* **Work required**:
A complete answer lists every line of the entries below where the string "nowrap" appears.
»»
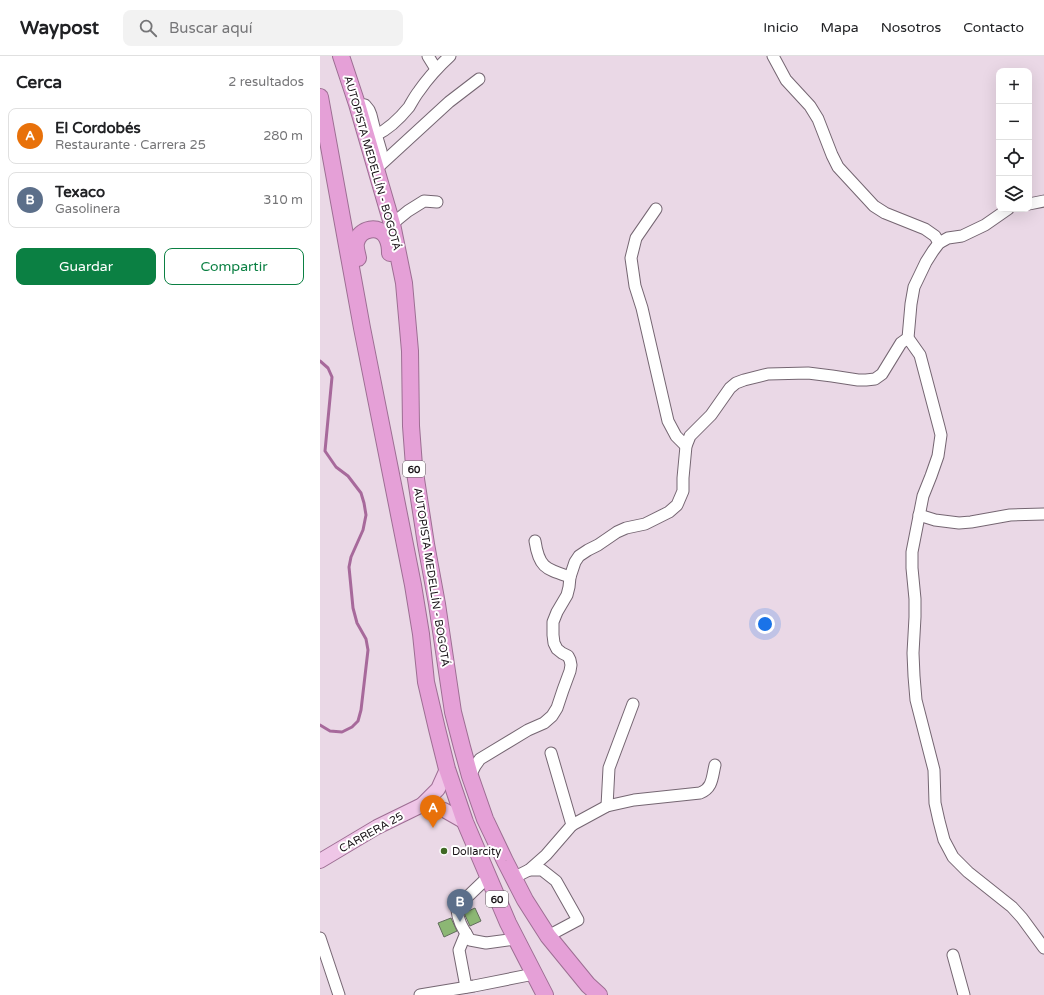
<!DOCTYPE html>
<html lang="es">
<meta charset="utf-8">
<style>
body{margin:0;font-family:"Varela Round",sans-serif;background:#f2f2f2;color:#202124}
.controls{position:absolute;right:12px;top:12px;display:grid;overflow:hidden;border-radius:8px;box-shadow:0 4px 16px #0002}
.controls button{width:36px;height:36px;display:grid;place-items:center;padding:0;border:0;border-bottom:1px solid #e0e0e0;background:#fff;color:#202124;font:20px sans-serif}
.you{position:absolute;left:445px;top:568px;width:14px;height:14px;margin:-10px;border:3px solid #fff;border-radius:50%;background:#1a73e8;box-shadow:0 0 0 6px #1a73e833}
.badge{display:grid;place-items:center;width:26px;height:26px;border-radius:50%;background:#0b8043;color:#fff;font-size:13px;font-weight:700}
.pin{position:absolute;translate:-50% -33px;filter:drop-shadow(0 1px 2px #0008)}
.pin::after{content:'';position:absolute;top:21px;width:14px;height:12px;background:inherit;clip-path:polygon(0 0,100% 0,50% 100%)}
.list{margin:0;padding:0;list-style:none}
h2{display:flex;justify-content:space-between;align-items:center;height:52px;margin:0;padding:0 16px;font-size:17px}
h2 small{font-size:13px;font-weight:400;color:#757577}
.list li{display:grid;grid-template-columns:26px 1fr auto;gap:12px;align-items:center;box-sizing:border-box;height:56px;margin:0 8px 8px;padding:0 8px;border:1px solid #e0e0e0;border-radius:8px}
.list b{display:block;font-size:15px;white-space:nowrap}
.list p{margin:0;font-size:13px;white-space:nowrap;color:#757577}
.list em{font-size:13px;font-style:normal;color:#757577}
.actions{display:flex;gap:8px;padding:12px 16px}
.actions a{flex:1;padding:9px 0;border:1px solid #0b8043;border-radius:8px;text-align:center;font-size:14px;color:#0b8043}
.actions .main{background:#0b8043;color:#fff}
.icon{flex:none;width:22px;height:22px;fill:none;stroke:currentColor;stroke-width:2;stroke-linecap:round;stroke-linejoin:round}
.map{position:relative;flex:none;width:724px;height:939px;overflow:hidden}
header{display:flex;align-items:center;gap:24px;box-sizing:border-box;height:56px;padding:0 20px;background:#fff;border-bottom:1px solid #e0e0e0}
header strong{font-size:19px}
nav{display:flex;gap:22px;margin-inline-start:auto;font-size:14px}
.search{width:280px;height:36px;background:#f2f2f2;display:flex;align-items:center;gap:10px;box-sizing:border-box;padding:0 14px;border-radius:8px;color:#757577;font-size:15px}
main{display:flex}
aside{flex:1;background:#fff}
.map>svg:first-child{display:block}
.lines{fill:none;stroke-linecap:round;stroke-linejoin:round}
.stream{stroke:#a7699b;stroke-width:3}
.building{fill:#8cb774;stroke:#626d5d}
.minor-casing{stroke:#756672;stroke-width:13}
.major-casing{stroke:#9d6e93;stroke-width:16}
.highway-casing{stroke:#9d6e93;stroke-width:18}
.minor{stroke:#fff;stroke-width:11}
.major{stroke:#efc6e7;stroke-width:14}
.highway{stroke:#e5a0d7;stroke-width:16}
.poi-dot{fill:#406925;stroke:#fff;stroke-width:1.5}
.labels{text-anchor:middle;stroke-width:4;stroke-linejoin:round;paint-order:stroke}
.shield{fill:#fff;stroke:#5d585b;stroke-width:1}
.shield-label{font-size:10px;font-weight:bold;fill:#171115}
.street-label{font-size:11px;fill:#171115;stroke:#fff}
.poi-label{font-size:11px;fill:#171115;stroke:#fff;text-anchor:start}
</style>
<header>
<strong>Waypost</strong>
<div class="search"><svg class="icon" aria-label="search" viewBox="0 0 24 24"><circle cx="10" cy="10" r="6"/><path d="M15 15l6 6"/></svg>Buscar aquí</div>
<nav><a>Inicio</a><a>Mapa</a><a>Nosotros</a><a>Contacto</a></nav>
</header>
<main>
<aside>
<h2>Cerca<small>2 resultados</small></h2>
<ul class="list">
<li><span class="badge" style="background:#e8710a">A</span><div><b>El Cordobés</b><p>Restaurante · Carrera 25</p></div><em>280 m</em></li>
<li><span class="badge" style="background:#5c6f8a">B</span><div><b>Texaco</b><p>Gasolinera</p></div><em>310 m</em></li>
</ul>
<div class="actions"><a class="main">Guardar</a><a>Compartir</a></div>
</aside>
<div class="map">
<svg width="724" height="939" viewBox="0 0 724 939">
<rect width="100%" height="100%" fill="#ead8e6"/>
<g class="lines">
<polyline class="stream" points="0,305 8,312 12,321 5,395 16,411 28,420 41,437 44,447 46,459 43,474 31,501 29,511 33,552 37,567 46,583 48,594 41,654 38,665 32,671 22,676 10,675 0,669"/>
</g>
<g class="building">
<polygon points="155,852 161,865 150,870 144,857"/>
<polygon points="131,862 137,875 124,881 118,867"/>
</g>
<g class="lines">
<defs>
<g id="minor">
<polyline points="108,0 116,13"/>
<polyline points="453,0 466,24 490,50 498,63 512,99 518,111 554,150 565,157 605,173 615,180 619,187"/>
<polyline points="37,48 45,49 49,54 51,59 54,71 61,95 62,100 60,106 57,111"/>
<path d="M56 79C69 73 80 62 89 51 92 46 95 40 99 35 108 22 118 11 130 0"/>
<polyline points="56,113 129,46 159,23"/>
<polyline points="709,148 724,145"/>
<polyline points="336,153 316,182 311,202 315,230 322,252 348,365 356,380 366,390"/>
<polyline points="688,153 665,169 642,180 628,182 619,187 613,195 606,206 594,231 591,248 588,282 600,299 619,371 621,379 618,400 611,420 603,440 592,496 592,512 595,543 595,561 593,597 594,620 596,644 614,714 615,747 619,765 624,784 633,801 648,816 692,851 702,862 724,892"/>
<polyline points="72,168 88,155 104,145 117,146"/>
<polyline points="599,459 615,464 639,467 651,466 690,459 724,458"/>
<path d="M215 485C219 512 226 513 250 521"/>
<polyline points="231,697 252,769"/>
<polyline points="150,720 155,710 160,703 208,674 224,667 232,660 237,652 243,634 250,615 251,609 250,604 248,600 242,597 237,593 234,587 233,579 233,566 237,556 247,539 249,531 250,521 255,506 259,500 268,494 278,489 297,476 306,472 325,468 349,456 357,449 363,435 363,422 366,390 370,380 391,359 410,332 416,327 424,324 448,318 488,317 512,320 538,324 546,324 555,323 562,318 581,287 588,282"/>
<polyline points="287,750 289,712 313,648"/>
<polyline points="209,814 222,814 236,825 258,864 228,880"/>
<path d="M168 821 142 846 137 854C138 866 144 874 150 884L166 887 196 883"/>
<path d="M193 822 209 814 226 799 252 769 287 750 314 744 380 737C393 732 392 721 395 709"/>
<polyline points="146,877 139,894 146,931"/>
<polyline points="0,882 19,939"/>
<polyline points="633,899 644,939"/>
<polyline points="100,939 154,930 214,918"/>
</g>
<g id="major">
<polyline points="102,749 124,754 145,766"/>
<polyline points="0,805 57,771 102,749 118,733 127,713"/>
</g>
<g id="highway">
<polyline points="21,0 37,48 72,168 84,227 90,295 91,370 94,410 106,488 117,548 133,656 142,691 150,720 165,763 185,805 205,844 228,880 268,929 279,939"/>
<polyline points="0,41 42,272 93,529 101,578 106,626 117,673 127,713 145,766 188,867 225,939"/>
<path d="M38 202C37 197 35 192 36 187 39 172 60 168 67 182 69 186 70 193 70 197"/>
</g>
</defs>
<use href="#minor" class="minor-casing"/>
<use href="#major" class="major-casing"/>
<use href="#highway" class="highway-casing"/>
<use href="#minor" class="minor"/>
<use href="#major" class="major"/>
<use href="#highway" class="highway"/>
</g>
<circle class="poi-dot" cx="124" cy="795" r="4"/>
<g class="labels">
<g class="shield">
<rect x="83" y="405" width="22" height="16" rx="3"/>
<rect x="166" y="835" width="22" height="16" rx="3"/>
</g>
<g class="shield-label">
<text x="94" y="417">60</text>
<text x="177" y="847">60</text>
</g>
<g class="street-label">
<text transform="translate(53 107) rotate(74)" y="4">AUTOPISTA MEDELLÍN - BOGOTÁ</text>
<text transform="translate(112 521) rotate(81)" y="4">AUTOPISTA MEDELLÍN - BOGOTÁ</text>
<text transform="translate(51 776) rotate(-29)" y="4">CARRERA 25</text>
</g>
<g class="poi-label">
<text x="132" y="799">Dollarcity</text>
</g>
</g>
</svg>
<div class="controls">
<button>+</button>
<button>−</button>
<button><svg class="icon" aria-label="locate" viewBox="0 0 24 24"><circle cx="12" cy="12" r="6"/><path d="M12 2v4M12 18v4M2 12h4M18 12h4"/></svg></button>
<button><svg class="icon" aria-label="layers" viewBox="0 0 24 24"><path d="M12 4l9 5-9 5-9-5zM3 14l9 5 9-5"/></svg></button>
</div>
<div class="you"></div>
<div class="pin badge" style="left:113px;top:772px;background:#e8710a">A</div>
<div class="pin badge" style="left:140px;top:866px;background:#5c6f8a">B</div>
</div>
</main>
««
* **Task result**:
.list b{display:block;font-size:15px;white-space:nowrap}
.list p{margin:0;font-size:13px;white-space:nowrap;color:#757577}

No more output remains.